ACTIVITY | What you return should match the material below line for line, except that no image appears in it.

RECORDS TO USE |

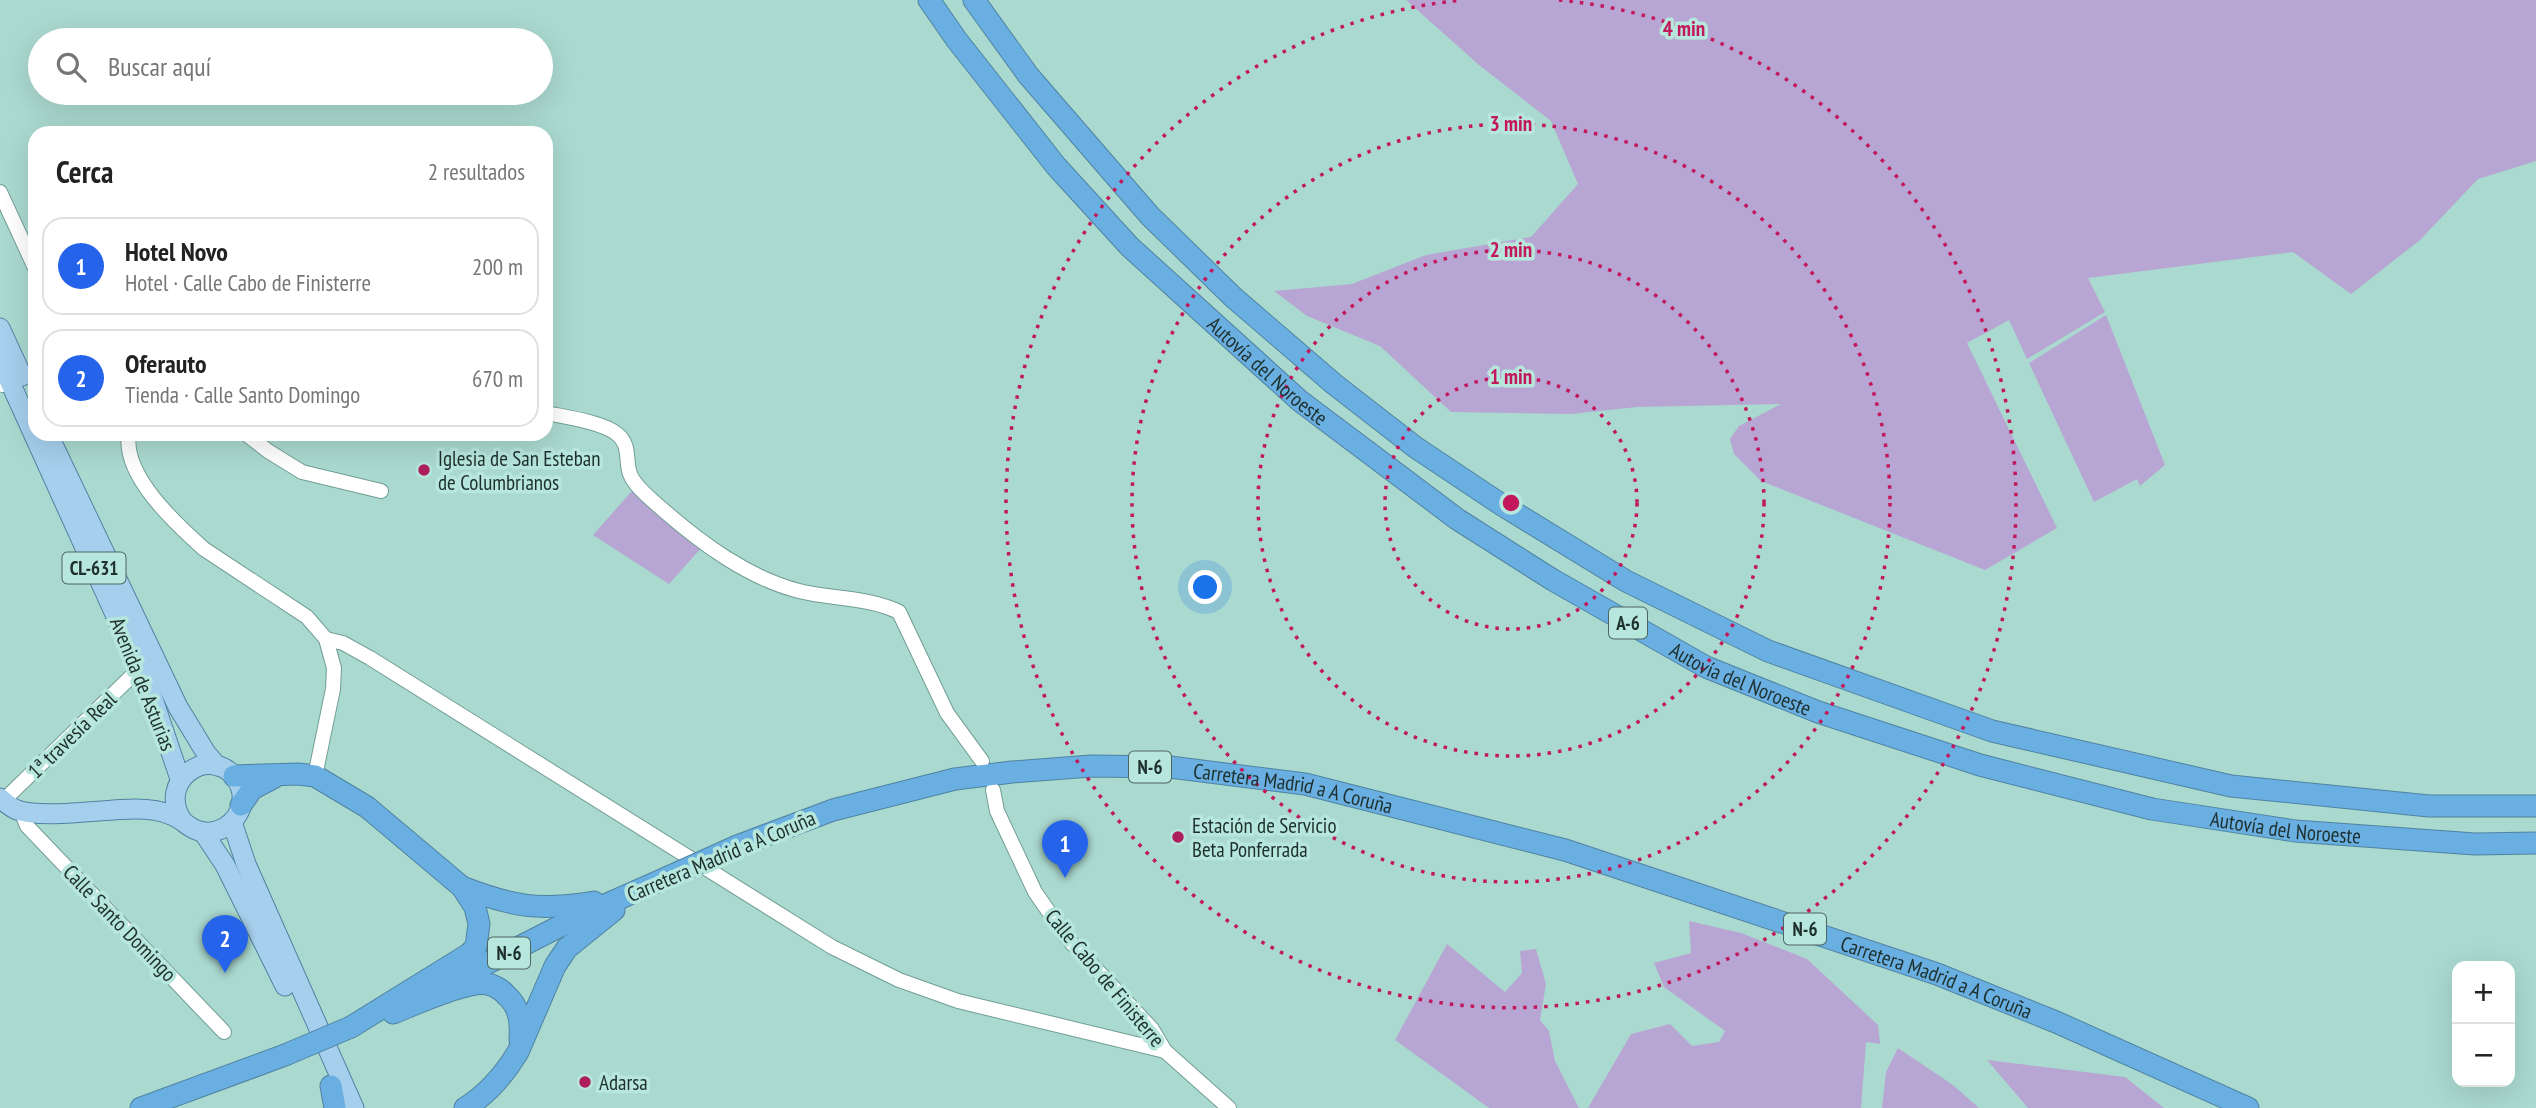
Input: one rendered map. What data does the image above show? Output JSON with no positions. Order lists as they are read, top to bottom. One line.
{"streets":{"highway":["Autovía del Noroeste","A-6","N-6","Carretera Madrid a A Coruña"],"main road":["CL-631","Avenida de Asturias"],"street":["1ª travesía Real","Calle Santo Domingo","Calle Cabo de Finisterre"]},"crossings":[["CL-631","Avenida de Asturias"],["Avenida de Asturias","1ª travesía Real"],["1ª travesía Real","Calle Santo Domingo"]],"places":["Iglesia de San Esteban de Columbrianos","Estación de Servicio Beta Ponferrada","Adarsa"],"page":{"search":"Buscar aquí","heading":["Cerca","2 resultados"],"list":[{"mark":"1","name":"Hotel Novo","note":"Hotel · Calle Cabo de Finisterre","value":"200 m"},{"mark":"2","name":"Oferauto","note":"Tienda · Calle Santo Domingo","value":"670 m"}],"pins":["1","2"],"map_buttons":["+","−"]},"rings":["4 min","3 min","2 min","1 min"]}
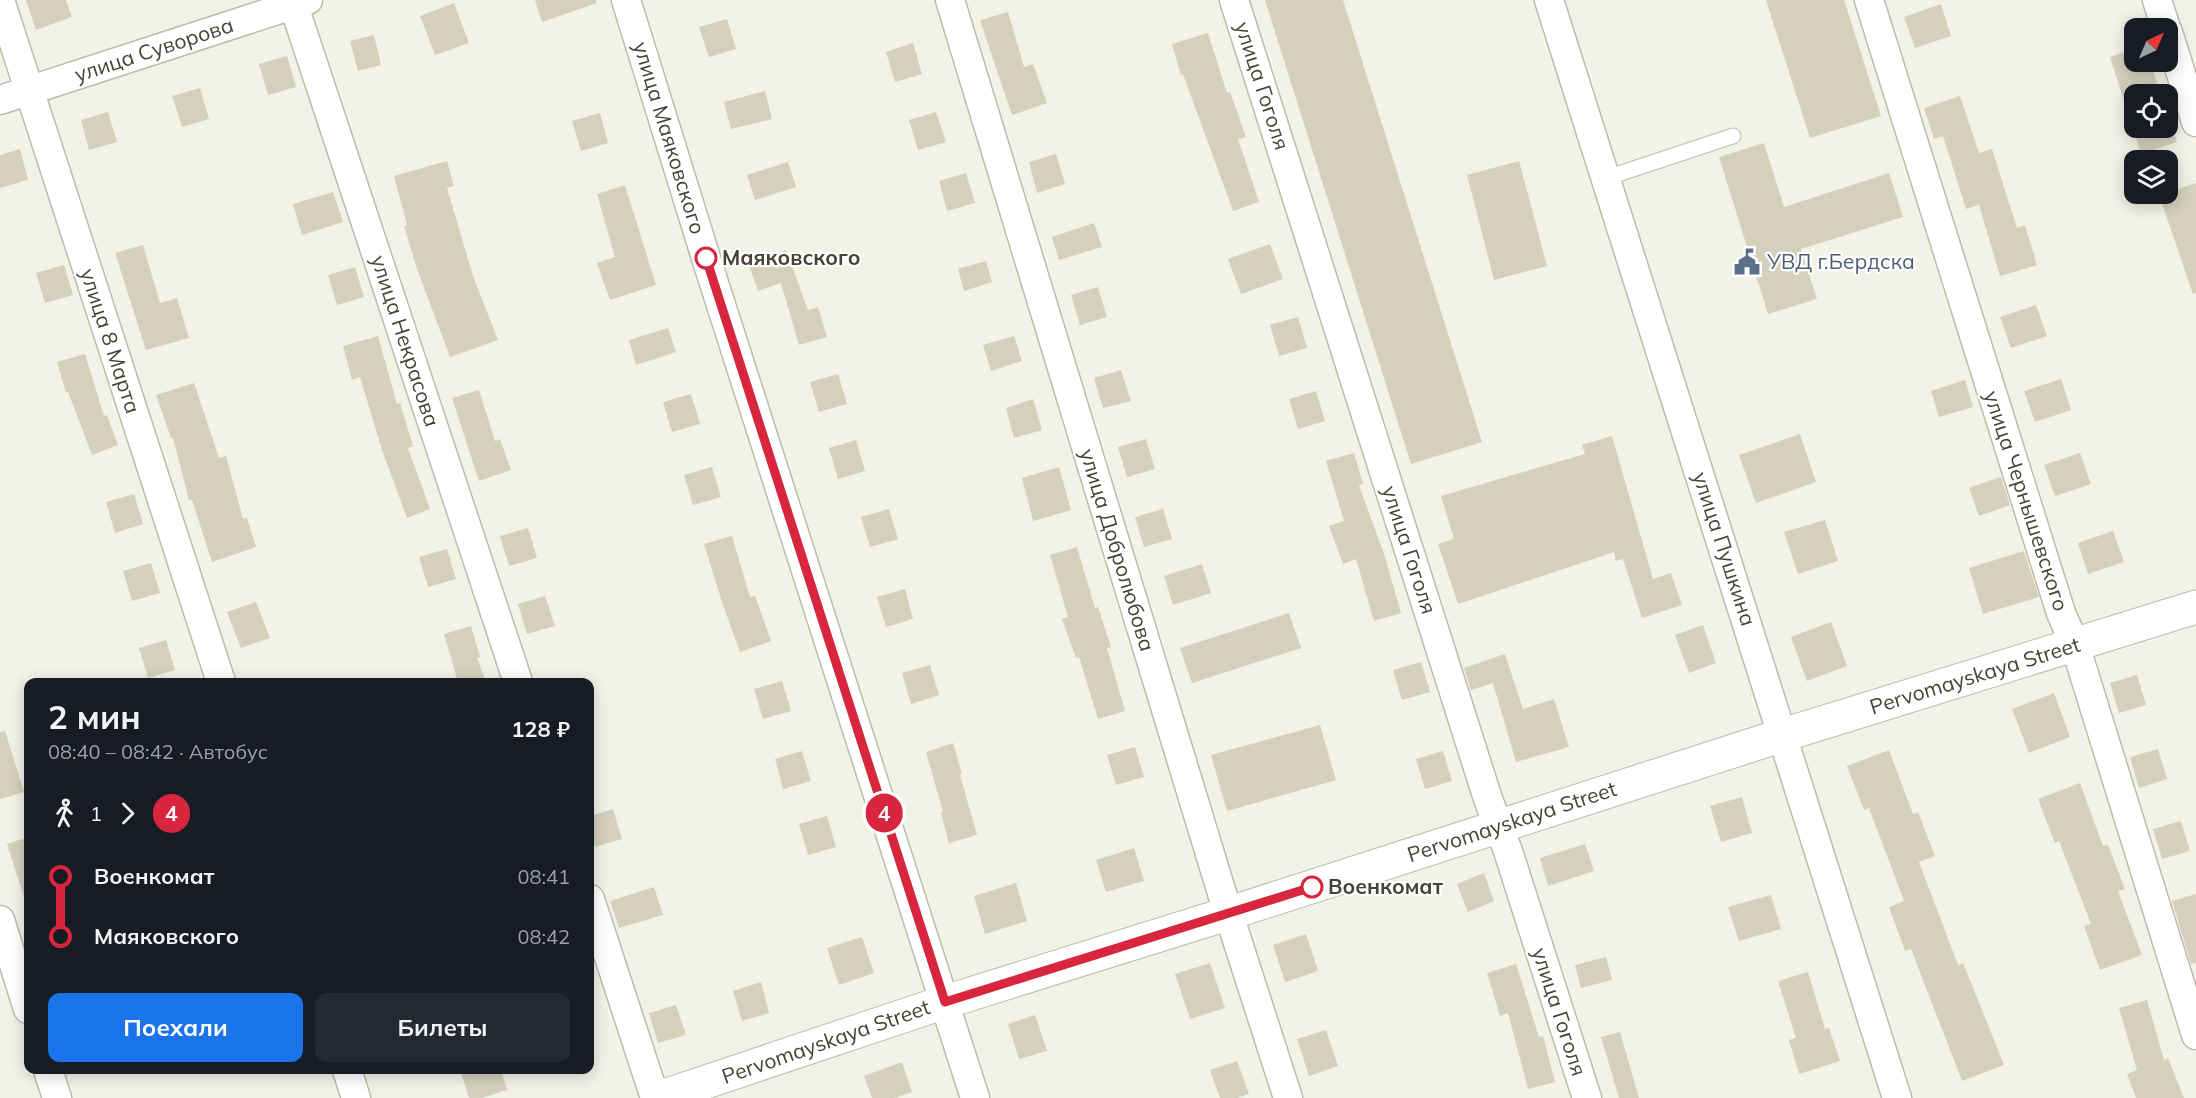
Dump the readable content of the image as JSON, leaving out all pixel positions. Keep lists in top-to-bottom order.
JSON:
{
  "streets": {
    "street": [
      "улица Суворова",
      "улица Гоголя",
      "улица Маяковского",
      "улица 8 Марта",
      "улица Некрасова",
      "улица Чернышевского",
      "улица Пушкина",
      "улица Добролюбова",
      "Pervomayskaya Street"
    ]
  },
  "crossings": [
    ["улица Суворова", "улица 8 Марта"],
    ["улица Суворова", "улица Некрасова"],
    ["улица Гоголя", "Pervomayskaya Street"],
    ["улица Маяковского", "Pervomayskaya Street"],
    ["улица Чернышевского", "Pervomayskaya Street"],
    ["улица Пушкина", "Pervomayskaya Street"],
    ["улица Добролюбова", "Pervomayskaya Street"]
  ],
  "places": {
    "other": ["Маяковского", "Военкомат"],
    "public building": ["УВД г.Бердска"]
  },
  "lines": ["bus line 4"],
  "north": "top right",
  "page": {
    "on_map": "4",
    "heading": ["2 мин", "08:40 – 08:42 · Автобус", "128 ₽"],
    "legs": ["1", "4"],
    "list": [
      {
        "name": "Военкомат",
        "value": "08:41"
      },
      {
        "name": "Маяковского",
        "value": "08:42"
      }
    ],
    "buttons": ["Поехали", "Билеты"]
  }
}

OUTPUT FOR THIS TASK |
Input: one rendered map. What data does the image above show? Output JSON with no positions. Order lists as they are read, top to bottom. One line.
{"streets":{"highway":["Autovía del Noroeste","A-6","N-6","Carretera Madrid a A Coruña"],"main road":["CL-631","Avenida de Asturias"],"street":["1ª travesía Real","Calle Santo Domingo","Calle Cabo de Finisterre"]},"crossings":[["CL-631","Avenida de Asturias"],["Avenida de Asturias","1ª travesía Real"],["1ª travesía Real","Calle Santo Domingo"]],"places":["Iglesia de San Esteban de Columbrianos","Estación de Servicio Beta Ponferrada","Adarsa"],"page":{"search":"Buscar aquí","heading":["Cerca","2 resultados"],"list":[{"mark":"1","name":"Hotel Novo","note":"Hotel · Calle Cabo de Finisterre","value":"200 m"},{"mark":"2","name":"Oferauto","note":"Tienda · Calle Santo Domingo","value":"670 m"}],"pins":["1","2"],"map_buttons":["+","−"]},"rings":["4 min","3 min","2 min","1 min"]}
Dump the readable content of the image as JSON, leaving out all pixel positions. Keep lists in top-to-bottom order.
JSON:
{
  "streets": {
    "street": [
      "улица Суворова",
      "улица Гоголя",
      "улица Маяковского",
      "улица 8 Марта",
      "улица Некрасова",
      "улица Чернышевского",
      "улица Пушкина",
      "улица Добролюбова",
      "Pervomayskaya Street"
    ]
  },
  "crossings": [
    ["улица Суворова", "улица 8 Марта"],
    ["улица Суворова", "улица Некрасова"],
    ["улица Гоголя", "Pervomayskaya Street"],
    ["улица Маяковского", "Pervomayskaya Street"],
    ["улица Чернышевского", "Pervomayskaya Street"],
    ["улица Пушкина", "Pervomayskaya Street"],
    ["улица Добролюбова", "Pervomayskaya Street"]
  ],
  "places": {
    "other": ["Маяковского", "Военкомат"],
    "public building": ["УВД г.Бердска"]
  },
  "lines": ["bus line 4"],
  "north": "top right",
  "page": {
    "on_map": "4",
    "heading": ["2 мин", "08:40 – 08:42 · Автобус", "128 ₽"],
    "legs": ["1", "4"],
    "list": [
      {
        "name": "Военкомат",
        "value": "08:41"
      },
      {
        "name": "Маяковского",
        "value": "08:42"
      }
    ],
    "buttons": ["Поехали", "Билеты"]
  }
}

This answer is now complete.